Your goal: Print the lines that run from the line with "M4,754L47,741" to the line with "strokePath(dot, '#fcf5e5', 2);", keeping both end lines, exactly as they appear in the entries below, and nothing else.

The data:
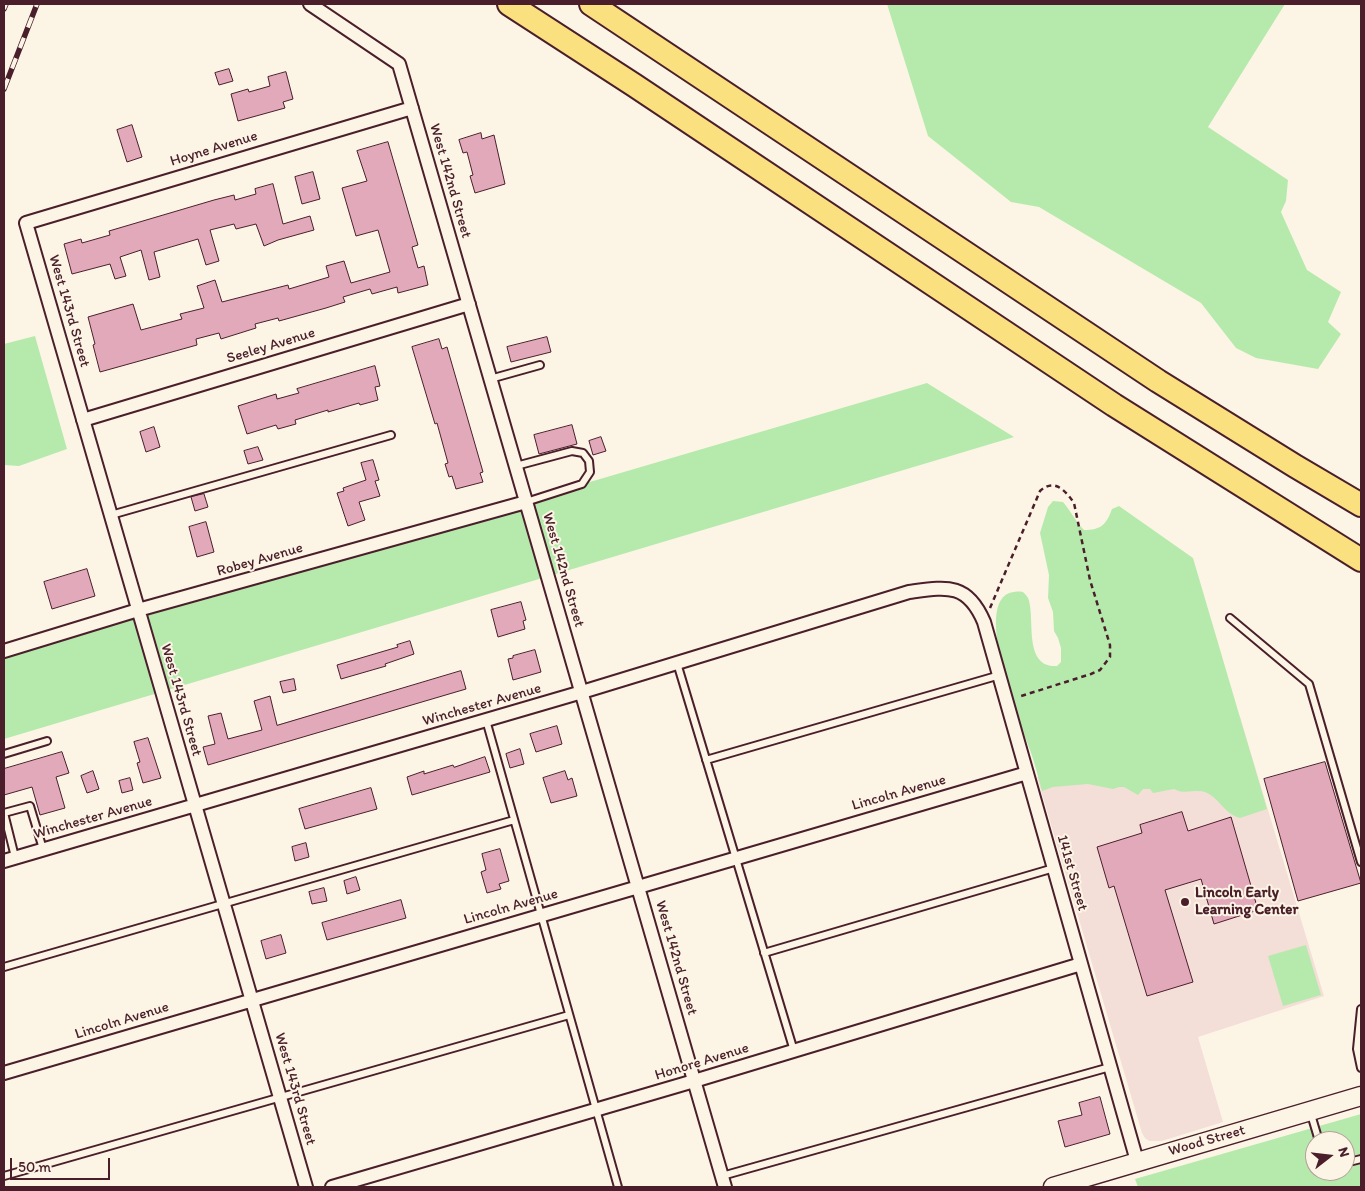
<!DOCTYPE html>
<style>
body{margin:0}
#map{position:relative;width:1365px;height:1191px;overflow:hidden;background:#fcf5e5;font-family:Itim,sans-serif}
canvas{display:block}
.frame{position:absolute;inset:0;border:5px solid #4a1f2b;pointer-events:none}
.north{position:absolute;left:1305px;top:1131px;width:50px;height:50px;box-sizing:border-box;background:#fcf5e5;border:1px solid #b59f9b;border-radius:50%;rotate:74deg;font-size:14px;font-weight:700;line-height:20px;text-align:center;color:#4a1f2b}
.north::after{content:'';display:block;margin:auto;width:18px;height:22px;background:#4a1f2b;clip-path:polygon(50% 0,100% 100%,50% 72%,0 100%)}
.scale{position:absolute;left:10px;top:1158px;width:100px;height:22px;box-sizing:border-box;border:2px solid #4a1f2b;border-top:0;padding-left:6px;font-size:15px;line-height:18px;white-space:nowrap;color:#4a1f2b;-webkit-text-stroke:4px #fcf5e5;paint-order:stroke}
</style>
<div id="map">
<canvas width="1365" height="1191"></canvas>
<div class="frame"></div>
<div class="north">N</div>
<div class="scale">50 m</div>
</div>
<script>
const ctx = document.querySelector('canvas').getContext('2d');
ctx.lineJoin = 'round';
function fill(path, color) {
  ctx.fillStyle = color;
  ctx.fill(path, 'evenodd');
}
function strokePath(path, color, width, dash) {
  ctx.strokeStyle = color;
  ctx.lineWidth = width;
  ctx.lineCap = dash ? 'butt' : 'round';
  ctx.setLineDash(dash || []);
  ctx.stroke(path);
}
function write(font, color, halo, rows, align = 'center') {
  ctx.font = font + ' Itim,sans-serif';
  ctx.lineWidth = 4;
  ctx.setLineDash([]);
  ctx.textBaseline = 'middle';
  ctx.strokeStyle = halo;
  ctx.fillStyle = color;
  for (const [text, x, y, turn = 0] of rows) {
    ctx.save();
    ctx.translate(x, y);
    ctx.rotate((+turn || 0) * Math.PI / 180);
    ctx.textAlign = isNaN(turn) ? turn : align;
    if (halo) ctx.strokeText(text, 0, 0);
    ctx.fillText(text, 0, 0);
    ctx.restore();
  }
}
const built = new Path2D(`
 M1240,717L1324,996L1198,1037L1223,1122L1162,1141H1149L1145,1138L1142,1133L1037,777Z`);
const green = new Path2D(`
 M887,4H1285L1208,127L1288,180L1286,201L1281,212L1307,270L1341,292L1328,322L1341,334L1318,369L1256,358L1236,348L1201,303L1039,207L1011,202L928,136Z
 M35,336L67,449L19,466L4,465V344Z
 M927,383L1014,437L4,739V654Z
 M1053,501L1063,502C1071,511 1075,521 1084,530C1101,530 1106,525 1112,509L1119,506L1193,558L1267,809L1240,818C1223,813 1220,798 1205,792C1195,789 1184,795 1174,789L1153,793L1150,789H1143L1138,795L1124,787H1119L1113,789L1088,784L1053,787L1042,791C1038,777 1035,763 1030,750C1022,726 962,583 1023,592C1025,594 1027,596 1028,598C1036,617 1022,668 1057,666L1061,662V648L1058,638L1054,631L1053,612L1048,598L1049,575L1040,533L1048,507Z
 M1306,945L1321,995L1283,1006L1268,956Z
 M1361,1114V1187H1138L1135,1179ZM1315,1141H1345V1171H1315Z`);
const building = new Path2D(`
 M229,69L233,81L219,85L215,73Z
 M286,72L293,99L283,102L285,108L238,121L231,94L248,89L249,92L270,86L268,77Z
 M132,125L142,157L127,162L117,130Z
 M481,133L482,139L494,135L505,184L475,193L470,176L473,175L467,152L463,153L459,140Z
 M388,142L418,245L412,247L418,268L424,266L428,285L398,293L397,287L372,294L370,289L343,297L345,302L326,308L279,321L278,318L255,324L256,328L221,339L219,333L196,339L197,345L100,372L93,345L95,344L88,317L133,304L141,330L182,319L180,314L204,308L197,286L215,280L222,302L288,285L289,289L329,277L326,266L344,261L351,283L390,272L378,230L356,236L342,188L367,181L357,151Z
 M313,172L320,199L302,204L295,177Z
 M273,184L283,224L310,216L314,230L278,240L264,246L256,224L236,229L234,224L210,230L219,261L206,265L198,239L154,252L160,277L149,280L141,250L120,257L126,276L115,279L110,264L72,274L64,244L81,239L82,243L110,235L109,231L214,200L234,195L235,200L256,194L255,189Z
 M547,337L551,352L511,362L507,347Z
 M439,339L442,349L447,347L483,472L480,473L483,482L456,489L452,476L449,477L445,464L448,463L437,423L435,424L412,347Z
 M375,366L380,386L375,387L378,400L360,405L359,403L328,412V410L295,420L296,424L278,429L276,425L247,434L238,406L276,394L277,399L299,393L297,389Z
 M572,425L577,444L539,454L534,435Z
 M154,427L160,447L146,452L140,432Z
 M601,437L606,451L593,455L589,441Z
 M258,447L263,460L248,464L244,451Z
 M373,460L379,480L375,481L380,496L359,502L365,520L348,526L337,493L344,491L343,488L366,480L361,463Z
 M204,494L208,507L195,511L191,497Z
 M206,522L214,552L197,557L189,527Z
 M87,569L95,596L52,609L44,582Z
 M521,602L526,620L523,621L525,629L498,637L491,610Z
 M410,641L414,654L385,664L386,666L341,679L337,665L398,647L397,645Z
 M535,650L541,672L513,680L508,659L513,658V656Z
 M461,671L466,689L208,765L203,747L215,744L208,716L221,713L228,739L262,730L254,701L270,696L277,725Z
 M294,679L296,690L283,693L280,682Z
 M557,726L562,744L536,752L530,734Z
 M148,738L161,778L143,783L137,763L140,762L134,742Z
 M520,749L524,764L510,768L506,754Z
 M62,752L69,773L56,777L65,808L40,815L32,787L4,795V769Z
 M485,757L490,772L412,795L407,777L424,771V774L453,765L454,767Z
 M1325,762L1361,883L1298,901L1264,779Z
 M93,771L99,789L87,793L81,776Z
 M565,771L568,780L572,778L577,796L551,803L543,778Z
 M130,778L133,790L122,793L119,781Z
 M371,788L377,809L305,829L299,809Z
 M1182,812L1188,831L1231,817L1258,910L1214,924L1201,879L1165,890L1193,982L1147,996L1114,886L1109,888L1097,847L1142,833L1140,825Z
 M306,843L309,857L295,861L292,847Z
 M500,849L509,881L499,884L501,889L487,893L481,872L486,870L482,854Z
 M356,877L360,890L347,894L344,881Z
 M324,888L327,901L312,904L309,892Z
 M401,900L406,918L327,940L322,923Z
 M281,935L286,953L266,959L261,941Z
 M1100,1097L1110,1134L1065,1147L1058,1121L1082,1115L1079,1103Z`);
const path = new Path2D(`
 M990,608L1040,491C1054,478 1065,490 1074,503L1090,580L1110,645V657L1100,670L1091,674L1018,697`);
const lane = new Path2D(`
 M490,379L540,365
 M516,466L572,451L583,453L589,461L590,472L582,484L526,502
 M111,515L391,435
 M1230,618L1309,684L1361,862
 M677,663L794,1051
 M486,720L618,1187
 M4,754L47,741
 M706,760L1000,675
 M4,813L30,806L43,849
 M4,813L15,857
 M764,953L1054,868
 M4,967L514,820
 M1361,1009L1357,1049L1361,1068
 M1310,1111L1319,1141
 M1345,1163L1361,1159
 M4,1176L569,1015
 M722,1176L1110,1067`);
const street = new Path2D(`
 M310,4L399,64L725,1187
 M83,420L469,304
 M4,651L138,610L526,502
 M4,861L582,692L909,592C946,587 967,582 984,622L1137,1161
 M4,1073L1027,773
 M306,1187L26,223L412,108
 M332,1187L694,1081L1081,964`);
const secondary = new Path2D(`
 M1053,1187L1361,1096`);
const highway = new Path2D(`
 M509,4L634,85L1114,405L1361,560
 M591,4L1158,381L1295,466L1361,505`);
const rail = new Path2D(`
 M4,9L6,4
 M4,89L37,4`);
const markers = [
 [1185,902,5,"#4a1f2b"]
];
const streetNames = [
 ["Hoyne Avenue",214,149,-17],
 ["West 142nd Street",450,181,74],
 ["West 143rd Street",69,311,74],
 ["Seeley Avenue",271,346,-17],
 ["Robey Avenue",260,560,-16],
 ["West 142nd Street",563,570,74],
 ["West 143rd Street",181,700,74],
 ["Winchester Avenue",482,705,-16],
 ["Lincoln Avenue",899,793,-16],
 ["Winchester Avenue",93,818,-16],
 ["141st Street",1072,873,74],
 ["Lincoln Avenue",511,907,-16],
 ["West 142nd Street",676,958,74],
 ["Lincoln Avenue",122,1021,-17],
 ["Honore Avenue",702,1062,-17],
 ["West 143rd Street",295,1089,74],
 ["Wood Street",1207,1141,-16]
];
const poiNames = [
 ["Lincoln Early",1195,893],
 ["Learning Center",1195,910]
];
fill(built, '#f4ded8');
fill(green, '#b6eaac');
fill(building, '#e1a9ba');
strokePath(building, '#4a1f2b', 1);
strokePath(lane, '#4a1f2b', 10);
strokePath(street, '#4a1f2b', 16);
strokePath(secondary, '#4a1f2b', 21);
strokePath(highway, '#4a1f2b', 26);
strokePath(path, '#4a1f2b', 2.5, [5, 4]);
strokePath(lane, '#fcf5e5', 6);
strokePath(street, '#fcf5e5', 12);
strokePath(secondary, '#fcf5e5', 18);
strokePath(highway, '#fbe080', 22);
strokePath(rail, '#4a1f2b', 5.5);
strokePath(rail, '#fcf5e5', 4, [11]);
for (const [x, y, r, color] of markers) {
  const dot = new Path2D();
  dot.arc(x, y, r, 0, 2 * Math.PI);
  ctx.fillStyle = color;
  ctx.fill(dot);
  strokePath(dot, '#fcf5e5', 2);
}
write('15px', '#4a1f2b', '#fcf5e5', streetNames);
write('bold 15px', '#4a1f2b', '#fcf5e5', poiNames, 'left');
</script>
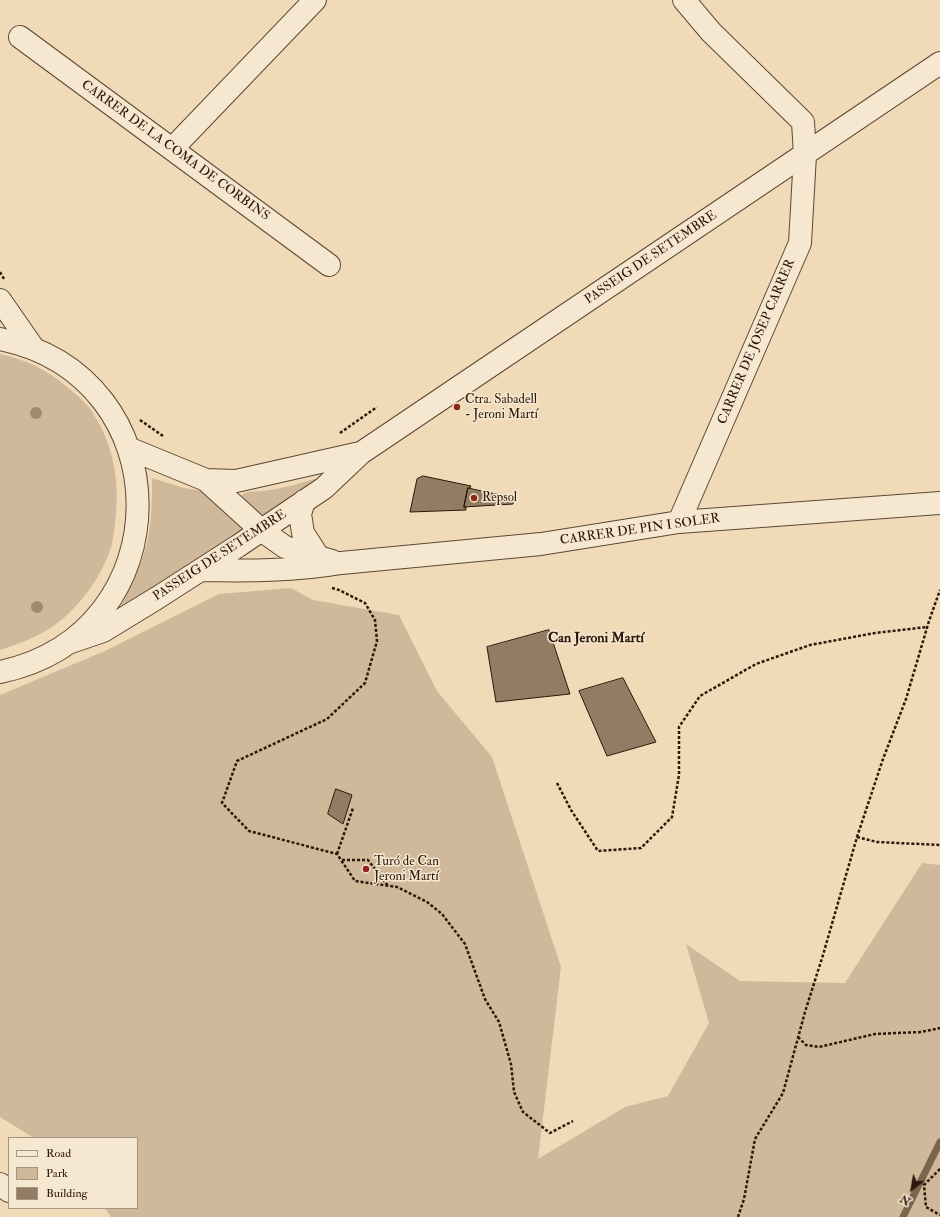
<!DOCTYPE html>
<html>
<head>
<meta charset="utf-8">
<style>
	body { margin:0 }
	#map { position:relative; width:940px; height:1217px; overflow:hidden; background:#f1dab7; font-family:"IM FELL Double Pica",serif }
	canvas { display:block }
	.legend { position:absolute; left:8px; top:1137px; width:130px; height:72px; box-sizing:border-box; background:#f6e7d0; border:1px solid #a59481; margin:0; padding:5px 7px; list-style:none; font-size:12px; color:#2b180a }
	.legend li { display:flex; align-items:center; gap:8px; height:20px }
	.legend b { width:20px; border:1px solid #a59481 }
	.north { position:absolute; left:892px; top:1169px; width:40px; height:40px; -webkit-text-stroke:3px #f6e7d0; paint-order:stroke; rotate:211deg; font-size:11px; font-weight:700; line-height:16px; text-align:center; color:#2b180a }
	.north::after { content:''; display:block; margin:auto; width:14px; height:18px; background:#2b180a; clip-path:polygon(50% 0,100% 100%,50% 72%,0 100%) }
</style>
</head>
<body>
<div id="map">
<canvas width="940" height="1217"></canvas>
<ul class="legend">
<li><b style="height:5px;background:#f6e7d0"></b>Road</li>
<li><b style="height:11px;background:#cfb99a"></b>Park</li>
<li><b style="height:11px;background:#927d64"></b>Building</li>
</ul>
<div class="north">N</div>
</div>
<script>
const ctx = document.querySelector('canvas').getContext('2d');
ctx.lineJoin = 'round';
function fillPath(path, color) {
  ctx.fillStyle = color;
  ctx.fill(path, 'evenodd');
}
function strokePath(path, color, width, dash) {
  ctx.strokeStyle = color;
  ctx.lineWidth = width;
  ctx.lineCap = dash ? 'butt' : 'round';
  ctx.setLineDash(dash || []);
  ctx.stroke(path);
}
function drawText(font, color, halo, rows, align = 'center') {
  ctx.font = font + ' "IM FELL Double Pica",serif';
  ctx.lineWidth = 3;
  ctx.setLineDash([]);
  ctx.textBaseline = 'middle';
  ctx.strokeStyle = halo;
  ctx.fillStyle = color;
  for (const [text, x, y, turn = 0] of rows) {
    ctx.save();
    ctx.translate(x, y);
    ctx.rotate((+turn || 0) * Math.PI / 180);
    ctx.textAlign = isNaN(turn) ? turn : align;
    if (halo) ctx.strokeText(text, 0, 0);
    ctx.fillText(text, 0, 0);
    ctx.restore();
  }
}
const green = new Path2D(`
	M0,354c25,5 48,16 67,33 10,8 21,17 27,28 21,33 26,70 21,108 -1,12 -3,25 -8,35 -9,22 -23,41 -40,57 -19,18 -43,27 -67,35z
	M152,478l32,10 26,4 33,35 -2,5 -121,77c10,-22 21,-43 27,-66 5,-21 5,-43 5,-65z
	M318,478l-56,38 -19,-16 -1,-5c6,-5 14,-3 21,-4 19,-2 37,-8 55,-13z
	M291,588l22,12 86,15 38,76 55,66 69,210 -23,192 87,-52 43,-11 41,-73 -23,-79 54,37 105,2 77,-120 18,2v352h-829l-6,-9h32v-70h-103l-34,-21v-422l105,-44 114,-57z`);
const stream = new Path2D(`
	M903,1217l37,-75`);
const building = new Path2D(`
	M423,476l48,10 -1,2h-2l-4,19h2v3l-56,2 7,-33z
	M468,488l46,10 -1,6 -49,3z
	M549,630l21,64 -74,8 -9,-55z
	M623,678l33,64 -49,14 -28,-65z
	M336,789l16,6 -9,29 -15,-10z`);
const path = new Path2D(`
	M0,272l4,7
	M140,420l23,16
	M340,433l37,-26
	M332,588l7,2 26,13 10,17 2,21 -12,42 -38,36 -90,42 -15,42 27,28 88,23 18,27 42,6 30,15 15,12 23,30 20,55 14,23 12,42 3,28 9,20 27,21 23,-12
	M557,783l14,27 27,41 43,-3 31,-31 7,-42v-48l21,-31 56,-32 54,-19 65,-12 52,-6
	M857,837l20,5 63,3
	M337,854l16,-46
	M342,860h26l20,26
	M798,1037l8,8 13,2 56,-13 46,-2 19,-4
	M940,1169l-16,16 2,22 14,8
	M738,1217l6,-18 11,-60 28,-46 22,-81 18,-57 34,-118 26,-78 23,-60 23,-78 11,-31`);
const minor = new Path2D(`
	M20,37l309,228
	M172,149l143,-149
	M0,300l34,49
	M0,339c183,37 184,294 0,333
	M128,448l78,32 30,1 124,-28
	M206,480l55,50 24,17 47,14
	M304,501l-4,13 3,19 16,25
	M679,522l121,-279 5,-88 -2,-33 -92,-90 -27,-32
	M201,570c47,1 94,1 140,-7l200,-19 138,-22 261,-19
	M68,643l35,-12 54,-33 81,-52 86,-58 37,-35 579,-390
	M0,1184l9,7`);
const trees = [
	[36,413],
	[37,607]
];
const markers = [
	[457,407,4,"#8f2418"],
	[474,498,4,"#8f2418"],
	[366,869,4,"#8f2418"]
];
const streetNames = [
	["CARRER DE LA COMA DE CORBINS",175,151,36],
	["PASSEIG DE SETEMBRE",651,258,-34],
	["CARRER DE JOSEP CARRER",757,342,-67],
	["CARRER DE PIN I SOLER",640,530,-8],
	["PASSEIG DE SETEMBRE",220,556,-33]
];
const poiNames = [
	["Ctra. Sabadell",465,400],
	["- Jeroni Martí",465,415],
	["Repsol",482,498],
	["Turó de Can",374,862],
	["Jeroni Martí",374,877]
];
const neighbourhoodNames = [
	["Can Jeroni Martí",596,639]
];
fillPath(green, '#cfb99a');
strokePath(stream, '#7a654e', 7);
fillPath(building, '#927d64');
strokePath(building, '#2b180a', 1);
strokePath(minor, '#5c4835', 24);
strokePath(path, '#2b180a', 2.5, [3, 2]);
strokePath(minor, '#f6e7d0', 22);
ctx.fillStyle = '#9f8a70';
for (const [x, y] of trees) {
  ctx.beginPath();
  ctx.arc(x, y, 6, 0, 2 * Math.PI);
  ctx.fill();
}
for (const [x, y, r, color] of markers) {
  const dot = new Path2D();
  dot.arc(x, y, r, 0, 2 * Math.PI);
  ctx.fillStyle = color;
  ctx.fill(dot);
  strokePath(dot, '#f6e7d0', 1.5);
}
drawText('13px', '#2b180a', '#f6e7d0', streetNames);
drawText('13px', '#2b180a', '#f6e7d0', poiNames, 'left');
drawText('bold 14px', '#2b180a', '#f6e7d0', neighbourhoodNames);
</script>
</body>
</html>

Answer section:
 M4,754L47,741
 M706,760L1000,675
 M4,813L30,806L43,849
 M4,813L15,857
 M764,953L1054,868
 M4,967L514,820
 M1361,1009L1357,1049L1361,1068
 M1310,1111L1319,1141
 M1345,1163L1361,1159
 M4,1176L569,1015
 M722,1176L1110,1067`);
const street = new Path2D(`
 M310,4L399,64L725,1187
 M83,420L469,304
 M4,651L138,610L526,502
 M4,861L582,692L909,592C946,587 967,582 984,622L1137,1161
 M4,1073L1027,773
 M306,1187L26,223L412,108
 M332,1187L694,1081L1081,964`);
const secondary = new Path2D(`
 M1053,1187L1361,1096`);
const highway = new Path2D(`
 M509,4L634,85L1114,405L1361,560
 M591,4L1158,381L1295,466L1361,505`);
const rail = new Path2D(`
 M4,9L6,4
 M4,89L37,4`);
const markers = [
 [1185,902,5,"#4a1f2b"]
];
const streetNames = [
 ["Hoyne Avenue",214,149,-17],
 ["West 142nd Street",450,181,74],
 ["West 143rd Street",69,311,74],
 ["Seeley Avenue",271,346,-17],
 ["Robey Avenue",260,560,-16],
 ["West 142nd Street",563,570,74],
 ["West 143rd Street",181,700,74],
 ["Winchester Avenue",482,705,-16],
 ["Lincoln Avenue",899,793,-16],
 ["Winchester Avenue",93,818,-16],
 ["141st Street",1072,873,74],
 ["Lincoln Avenue",511,907,-16],
 ["West 142nd Street",676,958,74],
 ["Lincoln Avenue",122,1021,-17],
 ["Honore Avenue",702,1062,-17],
 ["West 143rd Street",295,1089,74],
 ["Wood Street",1207,1141,-16]
];
const poiNames = [
 ["Lincoln Early",1195,893],
 ["Learning Center",1195,910]
];
fill(built, '#f4ded8');
fill(green, '#b6eaac');
fill(building, '#e1a9ba');
strokePath(building, '#4a1f2b', 1);
strokePath(lane, '#4a1f2b', 10);
strokePath(street, '#4a1f2b', 16);
strokePath(secondary, '#4a1f2b', 21);
strokePath(highway, '#4a1f2b', 26);
strokePath(path, '#4a1f2b', 2.5, [5, 4]);
strokePath(lane, '#fcf5e5', 6);
strokePath(street, '#fcf5e5', 12);
strokePath(secondary, '#fcf5e5', 18);
strokePath(highway, '#fbe080', 22);
strokePath(rail, '#4a1f2b', 5.5);
strokePath(rail, '#fcf5e5', 4, [11]);
for (const [x, y, r, color] of markers) {
  const dot = new Path2D();
  dot.arc(x, y, r, 0, 2 * Math.PI);
  ctx.fillStyle = color;
  ctx.fill(dot);
  strokePath(dot, '#fcf5e5', 2);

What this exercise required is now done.